##### Records supplied #####

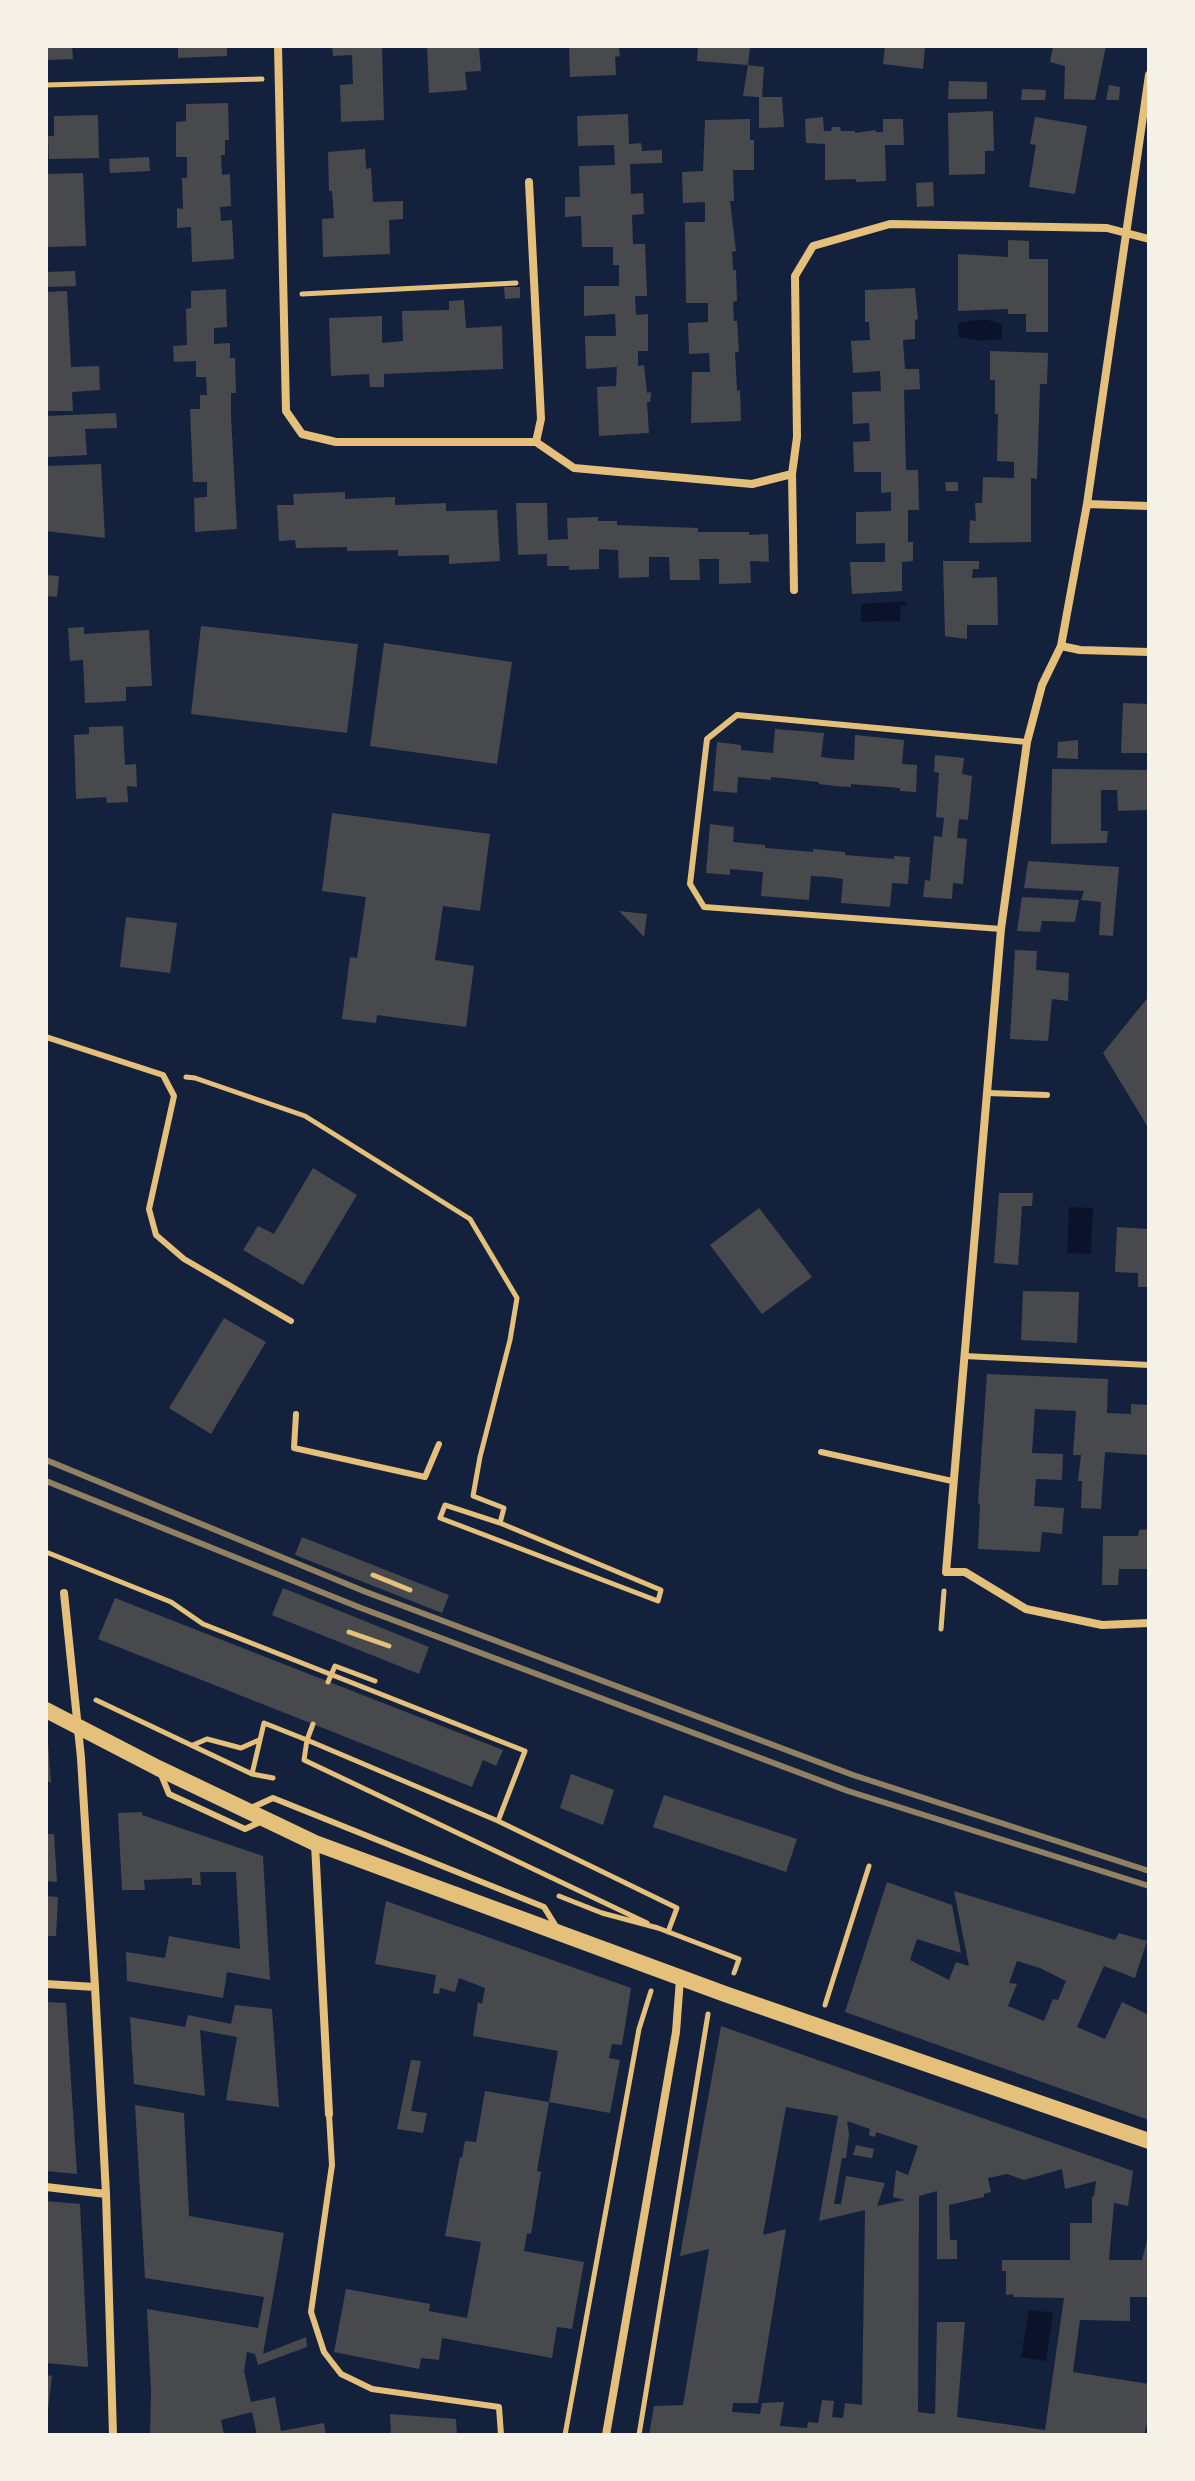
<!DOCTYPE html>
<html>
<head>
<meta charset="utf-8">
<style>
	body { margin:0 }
	#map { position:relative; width:1195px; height:2481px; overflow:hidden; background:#14213d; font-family:Commissioner,sans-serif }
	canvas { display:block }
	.frame { position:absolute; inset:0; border:48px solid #f6f1e7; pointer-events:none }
</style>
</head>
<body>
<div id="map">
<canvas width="1195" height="2481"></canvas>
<div class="frame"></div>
</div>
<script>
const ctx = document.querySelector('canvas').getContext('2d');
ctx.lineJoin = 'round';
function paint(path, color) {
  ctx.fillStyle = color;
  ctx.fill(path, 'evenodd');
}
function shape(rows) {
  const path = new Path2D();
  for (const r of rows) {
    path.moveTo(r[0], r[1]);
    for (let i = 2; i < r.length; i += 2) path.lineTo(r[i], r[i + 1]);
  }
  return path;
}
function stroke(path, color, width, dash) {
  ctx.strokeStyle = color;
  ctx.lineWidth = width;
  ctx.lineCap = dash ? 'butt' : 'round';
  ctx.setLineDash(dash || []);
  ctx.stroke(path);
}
paint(shape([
	[985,319,1002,324,1002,339,981,341,959,337,958,323],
	[906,601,907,605,901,606,900,621,861,622,861,604],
	[1069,1207,1093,1208,1091,1254,1067,1253],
	[1029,2310,1053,2313,1046,2361,1021,2357]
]), '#0b132b');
paint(shape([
	[46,46,72,46,73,59,46,60],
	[178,46,227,46,227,56,178,58],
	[332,46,382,46,384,120,341,122,340,85,353,84,352,55,333,56],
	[427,46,479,46,481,71,465,72,467,90,429,93],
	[569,46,619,46,620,56,615,57,616,75,570,77],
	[698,46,750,46,748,65,697,61],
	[885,46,925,46,923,69,883,64],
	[1053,46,1106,46,1095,100,1064,99,1065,66,1050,62],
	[748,65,764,67,762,97,782,97,784,127,759,128,759,97,743,96],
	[949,81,987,82,987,99,948,99],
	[1109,85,1120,87,1119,100,1106,100],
	[1022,89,1046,90,1045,100,1021,100],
	[228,103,229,140,225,140,225,155,221,155,222,175,230,174,231,206,220,207,221,221,232,220,234,259,192,262,191,227,177,228,177,208,183,209,182,178,187,178,187,157,176,157,176,122,186,121,186,104],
	[993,111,994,151,985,151,985,174,949,175,948,113],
	[628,114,629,144,641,143,642,151,662,150,662,163,630,164,631,194,643,193,644,214,632,215,633,244,645,244,647,296,635,296,636,315,648,314,648,351,638,351,638,366,644,365,647,393,651,392,650,402,647,402,649,433,599,436,597,387,616,386,617,367,586,369,585,336,616,336,615,314,584,316,584,286,619,286,619,265,613,265,613,247,582,247,581,216,565,217,565,197,580,197,579,166,615,165,614,145,578,146,577,116],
	[98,115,99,158,49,159,48,136,54,136,54,116],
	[823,117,824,131,831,131,832,127,840,127,841,131,855,131,855,133,875,130,876,132,883,132,883,119,903,119,904,145,885,145,886,181,856,182,856,179,825,180,825,144,806,143,805,119],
	[1035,117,1087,126,1075,194,1029,187,1036,145,1030,144],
	[750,119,750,140,754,140,754,170,733,170,734,201,730,201,736,251,732,252,733,270,736,270,737,301,733,302,734,321,737,321,739,352,735,352,736,371,737,391,740,390,741,421,691,423,692,372,710,372,709,353,689,354,688,323,708,322,708,303,686,303,685,222,705,222,705,202,683,203,682,172,703,171,705,120],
	[365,149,366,169,371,168,373,202,403,201,403,219,389,220,390,254,323,257,322,219,334,218,332,191,329,191,328,152],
	[149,157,150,171,110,173,109,159],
	[83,173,86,246,46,247,46,174],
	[933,182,934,206,917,207,916,183],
	[1008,240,1029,241,1029,259,1048,259,1048,332,1026,332,1026,314,1008,314,1008,309,958,311,958,254,1008,257],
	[75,271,76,286,46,287,46,272],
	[504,287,520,287,520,298,505,299],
	[915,288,918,319,915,320,915,339,903,340,905,369,919,369,920,389,904,390,906,470,918,470,919,510,908,510,908,542,913,542,913,561,902,562,902,591,852,594,850,562,885,562,885,543,856,544,856,512,891,511,891,492,881,493,881,472,854,472,853,442,870,441,869,423,853,424,852,392,881,391,880,371,853,373,851,341,870,340,869,322,865,322,865,290],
	[226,289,227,327,214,328,214,344,230,343,230,358,235,358,236,393,231,393,231,416,237,529,195,532,194,498,207,497,207,482,193,482,190,409,200,409,200,395,207,395,206,377,196,377,196,361,174,362,173,346,187,345,186,309,191,308,191,291],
	[67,291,71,367,99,366,100,390,72,392,73,411,46,411,46,292],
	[464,300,466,328,502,326,503,369,384,374,384,387,370,387,369,374,331,376,329,318,382,316,382,343,403,341,402,311,449,310,449,301],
	[990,351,1048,353,1047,384,1040,384,1037,479,1031,478,1031,542,969,543,970,520,976,521,975,503,982,503,983,477,1014,478,1014,462,997,461,998,414,995,414,995,380,990,380],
	[116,413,117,428,85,429,87,455,46,457,46,416],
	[101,464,105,538,46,531,46,466],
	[945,482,958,482,958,491,946,491],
	[345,492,345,499,395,497,395,505,446,503,446,511,497,510,500,561,449,564,449,555,398,556,398,550,347,551,347,547,296,548,295,540,279,541,277,505,294,505,293,494],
	[516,503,547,503,548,540,568,539,567,518,598,517,598,521,617,521,617,525,698,528,698,532,749,532,749,535,768,534,769,562,750,561,751,583,719,584,719,559,699,559,700,580,670,580,669,557,649,557,649,577,619,578,618,550,599,549,599,569,569,570,569,566,547,566,547,554,518,555],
	[943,561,979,561,979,569,973,569,972,578,997,577,998,625,967,625,967,639,945,636],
	[46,575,59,576,57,597,46,596],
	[201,626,358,644,347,733,191,714],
	[84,627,84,634,149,630,152,686,126,687,126,701,85,703,83,660,70,661,68,628],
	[384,643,512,662,497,764,370,746],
	[1123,703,1149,704,1149,753,1121,753],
	[123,726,125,765,136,764,137,787,127,786,128,802,107,803,106,797,76,799,74,735,89,734,89,727],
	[775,729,824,733,821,757,837,759,854,760,855,735,904,740,902,764,917,765,916,792,900,791,900,788,851,784,851,787,835,786,819,784,819,782,771,777,771,780,738,777,737,793,713,791,717,742,741,745,741,750,773,753],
	[1078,740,1078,759,1057,758,1058,742],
	[935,755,964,758,962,774,972,776,968,820,959,819,957,838,967,839,963,884,953,883,952,899,923,897,925,880,930,881,934,836,942,837,944,818,936,817,939,773,934,772],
	[1052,769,1149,770,1147,810,1118,811,1117,790,1101,790,1101,831,1108,831,1107,843,1051,844],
	[332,813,490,834,480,911,443,906,435,960,474,966,466,1027,377,1015,376,1023,342,1019,350,957,357,958,366,897,322,891],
	[710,824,734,827,733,842,765,845,765,848,813,852,813,849,845,852,845,855,894,859,894,856,910,857,908,884,892,883,890,907,841,903,843,879,828,877,811,876,809,900,761,896,763,872,730,869,730,875,706,873],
	[1028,861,1119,867,1113,936,1099,935,1101,902,1081,900,1084,891,1024,888],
	[1022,897,1079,900,1075,922,1042,921,1040,932,1017,931],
	[619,911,647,914,644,937,631,923],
	[126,917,177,923,170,973,120,967],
	[1015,950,1037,951,1036,970,1069,973,1068,1001,1052,999,1048,1041,1010,1039],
	[1149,996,1149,1129,1103,1053],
	[313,1168,357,1195,303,1285,243,1250,258,1226,274,1234],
	[999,1193,1033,1193,1032,1206,1022,1206,1018,1265,994,1263],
	[759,1208,812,1277,762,1314,710,1245],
	[1117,1227,1149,1229,1149,1287,1138,1287,1138,1273,1115,1272],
	[1023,1291,1079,1292,1077,1343,1021,1340],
	[224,1318,266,1342,211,1434,169,1408],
	[987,1374,1108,1379,1107,1413,1131,1414,1131,1404,1149,1405,1149,1455,1105,1452,1101,1509,1081,1508,1082,1481,1078,1481,1081,1455,1073,1455,1076,1411,1035,1409,1032,1453,1063,1454,1062,1480,1036,1479,1034,1506,1064,1508,1062,1534,1042,1532,1040,1552,978,1549,980,1504,978,1503],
	[1149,1529,1149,1569,1119,1569,1118,1585,1102,1585,1103,1536,1138,1536,1139,1530],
	[302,1537,449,1595,442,1613,295,1555],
	[283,1588,429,1647,419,1674,272,1615],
	[115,1598,503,1750,496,1766,483,1760,472,1787,98,1639],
	[46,1742,48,1742,51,1783,46,1780],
	[571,1774,614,1790,603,1825,560,1808],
	[664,1795,797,1839,786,1872,653,1827],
	[142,1812,142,1815,263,1856,270,1980,227,1972,223,1998,127,1981,126,1952,165,1958,169,1936,240,1949,236,1872,200,1872,201,1885,192,1885,192,1878,144,1880,145,1890,122,1890,118,1813],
	[46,1834,54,1834,57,1882,46,1881],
	[887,1882,952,1905,961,1953,917,1939,910,1960,949,1980,956,1962,969,1966,954,1891,1115,1940,1119,1933,1147,1941,1135,1978,1104,1966,1077,2027,1105,2039,1122,2002,1149,2015,1149,2120,845,2012],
	[1017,1961,1040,1968,1066,1981,1058,2000,1053,1999,1044,2021,1008,2006,1017,1984,1009,1983],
	[46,1896,58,1897,56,1936,46,1936],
	[386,1901,631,1988,622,2045,612,2044,609,2058,620,2060,610,2113,549,2102,558,2051,473,2036,478,2002,482,2004,485,1988,459,1978,455,1992,440,1988,439,1994,433,1993,436,1975,375,1964],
	[46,2002,66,2003,77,2174,46,2171],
	[235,2005,272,2009,279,2107,226,2100,237,2037,200,2030,205,2096,134,2084,130,2017,185,2027,188,2015,231,2024],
	[721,2026,1133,2171,1128,2206,1114,2203,1109,2260,1142,2260,1149,2232,1149,2297,1130,2297,1130,2321,1080,2320,1073,2372,1149,2384,1149,2416,1144,2435,649,2435,654,2406,683,2405,709,2249,680,2256],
	[786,2107,838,2116,819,2221,865,2210,862,2405,845,2403,843,2418,832,2417,834,2401,822,2400,818,2423,808,2422,807,2428,780,2426,784,2402,762,2403,760,2414,732,2412,733,2403,758,2403,786,2229,763,2235],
	[847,2121,870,2129,869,2135,875,2137,876,2132,918,2146,908,2175,896,2170,893,2197,905,2200,877,2206,885,2183,846,2176,841,2204,834,2204,842,2158,846,2158,849,2134],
	[1062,2169,1065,2189,1096,2181,1094,2196,1092,2197,1092,2223,1070,2223,1070,2260,1002,2260,1002,2271,1006,2271,1006,2295,1013,2294,1014,2297,1064,2298,1045,2430,957,2417,965,2322,937,2322,935,2414,918,2412,919,2196,937,2191,937,2259,957,2259,957,2240,950,2240,949,2205,984,2197,984,2194,991,2192,988,2178,1007,2174,1024,2180],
	[411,2060,421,2061,411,2111,427,2113,423,2133,397,2129],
	[485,2091,549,2102,537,2171,541,2172,531,2234,527,2233,524,2251,584,2262,572,2329,557,2327,552,2358,442,2338,439,2360,421,2358,419,2369,334,2352,346,2289,430,2304,429,2311,467,2318,481,2242,445,2236,460,2157,462,2158,465,2141,476,2142],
	[135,2105,184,2113,189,2216,284,2233,263,2354,306,2337,307,2347,258,2365,255,2354,247,2352,244,2371,251,2402,275,2397,281,2431,324,2423,326,2435,257,2435,252,2412,221,2420,224,2435,150,2435,151,2392,147,2309,258,2328,264,2297,145,2278],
	[856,2145,874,2149,872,2158,853,2155],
	[46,2201,80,2204,88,2367,46,2363],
	[46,2375,52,2376,48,2410,46,2410],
	[390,2414,456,2419,457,2435,391,2435]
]), '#48494c');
stroke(shape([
	[46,85,262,79],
	[302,294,516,283],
	[186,1077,195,1078,305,1116,470,1219,517,1298,510,1340,480,1457,473,1496,504,1508,500,1523,661,1590,658,1601,440,1518,445,1505,500,1523],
	[46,1552,171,1602,203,1624,525,1751,498,1821,677,1908,668,1932],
	[373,1575,410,1590],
	[941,1629,944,1591],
	[349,1632,389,1646],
	[328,1682,335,1666,375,1681],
	[96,1700,252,1774,273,1778],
	[193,1745,207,1739,241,1748,259,1740],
	[252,1774,264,1723,307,1740,313,1724],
	[498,1821,307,1740,304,1760,647,1923],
	[559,1896,602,1913,658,1928,739,1959,734,1973],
	[825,2005,869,1866],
	[565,2435,639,2029,651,1991],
	[639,2435,708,2014]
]), '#e5c07b', 5);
stroke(shape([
	[1001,929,704,907,690,884,707,739,737,715,1027,742],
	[46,1037,163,1075,174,1096,149,1209,156,1235,184,1259,291,1321],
	[987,1093,1047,1095],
	[964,1356,1149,1365],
	[296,1414,294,1448,425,1477,439,1444],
	[821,1452,952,1481],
	[160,1772,169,1794,245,1829,260,1822],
	[251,1808,273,1798,544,1907,557,1928],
	[329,2114,332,2165,311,2312,324,2352,341,2374,372,2389,499,2407,501,2435]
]), '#e5c07b', 6);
stroke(shape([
	[278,46,286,411,302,434,336,442,536,442,574,468,752,484,792,474,797,437,795,276,813,246,890,224,1107,228,1149,239],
	[1149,75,1087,504,1061,646,1042,685,1027,742,1001,929,946,1572,965,1572,1026,1609,1102,1625,1149,1623],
	[529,182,541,419,536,442],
	[792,474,794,590],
	[1087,504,1149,506],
	[1061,646,1080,650,1149,652],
	[64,1593,81,1758,95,1987,106,2194,113,2435],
	[315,1844,329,2114],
	[46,1984,95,1987],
	[46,2187,106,2194],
	[606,2435,676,2032,680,1979]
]), '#e5c07b', 8);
stroke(shape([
	[46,1710,158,1768,315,1843,725,1994,1149,2141]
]), '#e5c07b', 16);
stroke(shape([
	[46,1460,366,1592,853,1775,1149,1871],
	[46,1481,361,1608,848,1791,1149,1886]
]), '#918062', 6);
</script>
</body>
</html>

#####

Only lines belong in the copy, not pictures: write out exactly the lines of the records from the first through the one holding "ctx.strokeStyle = color;".

<!DOCTYPE html>
<html>
<head>
<meta charset="utf-8">
<style>
	body { margin:0 }
	#map { position:relative; width:1195px; height:2481px; overflow:hidden; background:#14213d; font-family:Commissioner,sans-serif }
	canvas { display:block }
	.frame { position:absolute; inset:0; border:48px solid #f6f1e7; pointer-events:none }
</style>
</head>
<body>
<div id="map">
<canvas width="1195" height="2481"></canvas>
<div class="frame"></div>
</div>
<script>
const ctx = document.querySelector('canvas').getContext('2d');
ctx.lineJoin = 'round';
function paint(path, color) {
  ctx.fillStyle = color;
  ctx.fill(path, 'evenodd');
}
function shape(rows) {
  const path = new Path2D();
  for (const r of rows) {
    path.moveTo(r[0], r[1]);
    for (let i = 2; i < r.length; i += 2) path.lineTo(r[i], r[i + 1]);
  }
  return path;
}
function stroke(path, color, width, dash) {
  ctx.strokeStyle = color;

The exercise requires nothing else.